Wing cleared her throat. She realized from Sarah’s expression she’d come at a bad time, but the news she had just couldn’t wait. “Colonel, we have the new brainscan results back from Anderson-45.”
Linden had been testing a variety of cures on Anderson-45, but she’d been unable to break the conditioning that compelled the clone-soldier to follow orders from his commanders without question. She’d broken the code to issue commands, and she could activate the programming and give him her own orders. But nothing she tried would make him ignore properly-issued commands. Despite all her efforts, she was still stuck.
She’d ruled out any form of surgery or other physical changes made to Anderson-45’s brain, but she kept coming back to that. She’d exhausted every purely behavioral option. There had to be something physical. There was no other answer.
“Did we find anything?” The last scan had been by far the most comprehensive, and it had taken Boyer’s AI almost two days to crunch the data.
“Yes!” The excitement in Wing’s voice was unmistakable. “I think we may be on the road to solving this.”
Sarah stood up abruptly. She pushed aside the worries and sadness and guilt, focusing entirely what Wing had told her. “Let’s get it up on the screen.” She walked over to the main AI control panel. “Display Anderson-45 brainscan A-11.”
“Displaying primary results on main screen, Doctor Linden.” Medical AIs all seemed to speak with variations of the same female voice. It was designed to be pleasant and calm, but it also got annoying after hearing too many subtly different versions.
Sarah stared at the screen as a graphic of Anderson-45’s DNA moved slowly across. She watched as section after section went by. “What is that?” She paused the display, zooming in on a small area. “This genomic sequence doesn’t match the original Anderson DNA.” She punched at the keyboard, bringing up a similar graphic on the screen. She zoomed in, staring hard at the two side by side.
She turned toward Wing. “They modified the original Anderson’s DNA.” It had taken a monumental effort, but Sarah’s people had found the records of the original Anderson, a retired Marine Stark’s people had kidnapped so they could use his DNA for his series of officer clones. “We need to identify this sequence immediately.”
“The AI is already working on it, Colonel. It looks related to brain function.” It was clear Wing was sure they’d found what they’d been looking for.
“That would explain why we’ve been unsuccessful so far.” She was intrigued, but not entirely convinced yet. “If they managed to create some kind of genetic susceptibility to the conditioning, it might defeat any purely psychological effort to deprogram.”
Wing nodded. “The AI agrees.” The excitement drained from her voice. “But it hasn’t developed any proposed method for dealing with the situation.”
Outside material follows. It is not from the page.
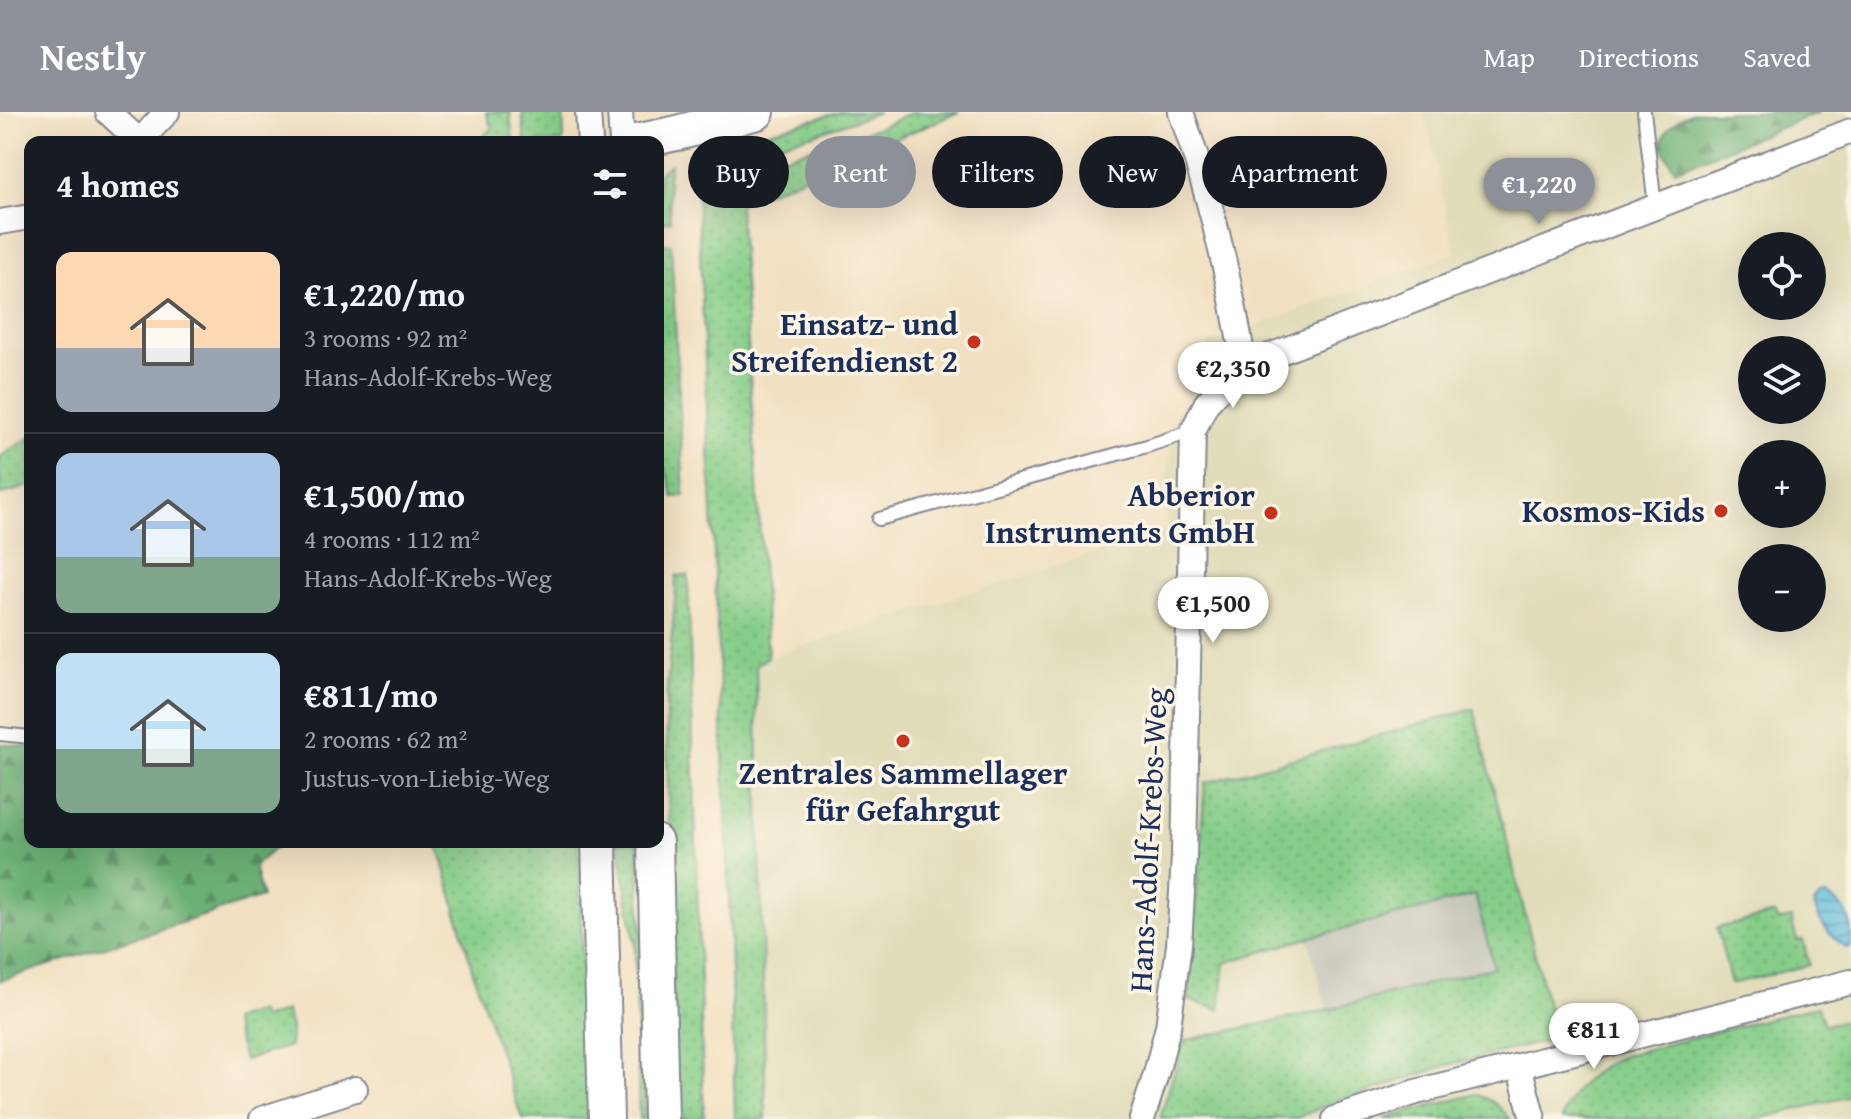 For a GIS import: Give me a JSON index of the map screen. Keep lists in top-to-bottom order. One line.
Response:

Sarah stared at the two segments of DNA. “That’s the problem. It’s one thing to identify the alleles that give someone brown eyes instead of blue ones and quite another to do anything about the fact that a subject has brown eyes.” She felt the frustration building inside her, and she cursed Gavin Stark’s thoroughness. “They’re hardwired to accept their conditioning.” She was talking to herself as much as to Wing. “So how do we get around that?”
Augustus Garret sat quietly in his quarters, reviewing reports from the surface. He was following the action on the ground, but more out of curiosity than anything else. The land battle was Gilson’s turf, and she was more than capable of directing her Marines. If she wanted support from the fleet, she would let him know. And even if she did, he’d still have nothing to do. He’d already ordered his task force commanders to honor any request from General Gilson or one of her deputies.
In truth, Garret was bored. He’d escorted Gilson’s transports to Columbia and remained in orbit to protect the Marines on the ground, but he knew they didn’t need anything from him. They faced a brutal fight, but it was one Garret could do little to aid.
Garret was sure Stark wasn’t going to risk his fleet at Columbia, but he also knew he couldn’t take the chance. If he pulled out now and Stark’s ships did show up, the Marines on the ground would be in deep shit. They’d lose all support and satellite com, and they’d be under the guns of the enemy fleet. And Garret knew Stark would be a hell of a lot less cautious about bombarding an Alliance planet than he had been.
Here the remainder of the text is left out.